I had the pleasure of attending the 63rd Annual Indiana University Business Conference put on by our very own Kelley School. This was my second time attending the conference and I was a little concerned that this year's event wouldn't live up to my expectations after last year's great event that featured presentations by the CEO's of FedEx Corporation, Simon Property Management, The Indianapolis Motor Speedway, and Langham Logistics as well as Indiana University President Michael McRobbie and Indiana Governor Mitch Daniels - but it did.
At first blush, this year's speakers didn't jump out at me as the same level of "household names" as before. However, that doesn't mean that they (and their companies) weren't impressive or didn't provide equal or greater value to those of us in attendance - they certainly did.
These year's lineup included Susan Dentzer, Editor-in-Chief of Health Affairs, Bill McKibben, Environmentalist, Amory Lovins, Co-founder and Chief Scientist of the Rocky Mountain Institute, Michael Evans, Founder and President of AIT Laboratories, Douglas Lattner, Chairman and CEO of Deloitte Consulting and Michael Rippey, President of ArcelorMittal USA.
The moderator and keynote speaker was New York Times Columnist David Brooks (who is a household name, despite what I mentioned earlier) was amusing, informative and insightful in his discussion of political leadership in the midst of this economic crisis. He offered behind-the-scenes stories and personal impressions of both President Obama and the second President Bush that put into perspective how I view those in power.
As good as Mr.
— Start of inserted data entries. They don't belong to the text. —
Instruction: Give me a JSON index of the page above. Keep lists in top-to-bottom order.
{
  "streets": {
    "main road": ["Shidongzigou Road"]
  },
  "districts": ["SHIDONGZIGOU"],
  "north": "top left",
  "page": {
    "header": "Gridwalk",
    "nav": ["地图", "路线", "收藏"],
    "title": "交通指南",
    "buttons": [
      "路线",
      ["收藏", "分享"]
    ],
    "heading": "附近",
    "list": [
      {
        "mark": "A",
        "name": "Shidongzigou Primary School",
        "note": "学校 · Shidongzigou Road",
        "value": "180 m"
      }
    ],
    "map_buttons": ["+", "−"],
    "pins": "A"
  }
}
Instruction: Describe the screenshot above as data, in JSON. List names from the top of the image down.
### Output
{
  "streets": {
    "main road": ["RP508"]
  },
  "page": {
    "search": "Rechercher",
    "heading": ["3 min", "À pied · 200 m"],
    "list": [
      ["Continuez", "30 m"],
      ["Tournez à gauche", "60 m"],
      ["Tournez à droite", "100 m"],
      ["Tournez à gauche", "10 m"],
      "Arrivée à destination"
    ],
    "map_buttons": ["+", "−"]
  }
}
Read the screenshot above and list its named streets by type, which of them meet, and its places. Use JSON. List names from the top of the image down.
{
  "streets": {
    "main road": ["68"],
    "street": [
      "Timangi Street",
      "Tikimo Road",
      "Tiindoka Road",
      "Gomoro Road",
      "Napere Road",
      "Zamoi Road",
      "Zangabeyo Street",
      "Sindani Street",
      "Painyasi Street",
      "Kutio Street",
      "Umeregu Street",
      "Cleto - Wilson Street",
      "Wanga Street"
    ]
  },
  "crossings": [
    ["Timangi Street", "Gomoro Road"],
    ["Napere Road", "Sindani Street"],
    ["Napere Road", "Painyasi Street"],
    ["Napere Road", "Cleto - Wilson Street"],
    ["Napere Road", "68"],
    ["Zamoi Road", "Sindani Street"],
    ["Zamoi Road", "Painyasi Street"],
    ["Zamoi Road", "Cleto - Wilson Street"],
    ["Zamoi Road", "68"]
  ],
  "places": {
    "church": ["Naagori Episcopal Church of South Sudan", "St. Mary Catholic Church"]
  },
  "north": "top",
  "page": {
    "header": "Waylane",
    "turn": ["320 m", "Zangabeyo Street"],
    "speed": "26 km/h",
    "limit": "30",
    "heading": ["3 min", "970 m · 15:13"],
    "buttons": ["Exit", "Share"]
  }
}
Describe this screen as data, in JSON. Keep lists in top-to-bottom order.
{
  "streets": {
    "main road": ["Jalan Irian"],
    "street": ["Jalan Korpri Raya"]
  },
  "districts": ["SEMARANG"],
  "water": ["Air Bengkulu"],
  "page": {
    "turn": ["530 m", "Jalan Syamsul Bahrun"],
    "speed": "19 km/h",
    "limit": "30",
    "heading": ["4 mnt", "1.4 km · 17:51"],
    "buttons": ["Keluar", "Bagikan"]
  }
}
Brooks keynote was, my favorite presentation was actually by Mr. Lovins, whose physical appearance matches his title of "Chief Scientist" but his communication skills do not. His presentation was quite understandable for the non-technical 50,000 foot decision makers in the room as well as compelling in its arguments (such as the value in automotive and aviation companies switching from steel to carbon fiber for construction materials).
In a first for me, I attempted to keep a running Twitter account of the goings on throughout the day and was joined in by others hailing from the Bloomington and IU East campuses (click here for the archive at #kelleyconf).
I would strongly recommend that any Kelley student, especially those of us evening MBA candidates who have lost our continuing education budgets in our full time jobs, take full advantage of the no-cost or low-cost opportunities provided for learning of this kind. The next one is coming up quickly - register now for the IU Entrepreneurial Connection event in Bloomington on March 27th.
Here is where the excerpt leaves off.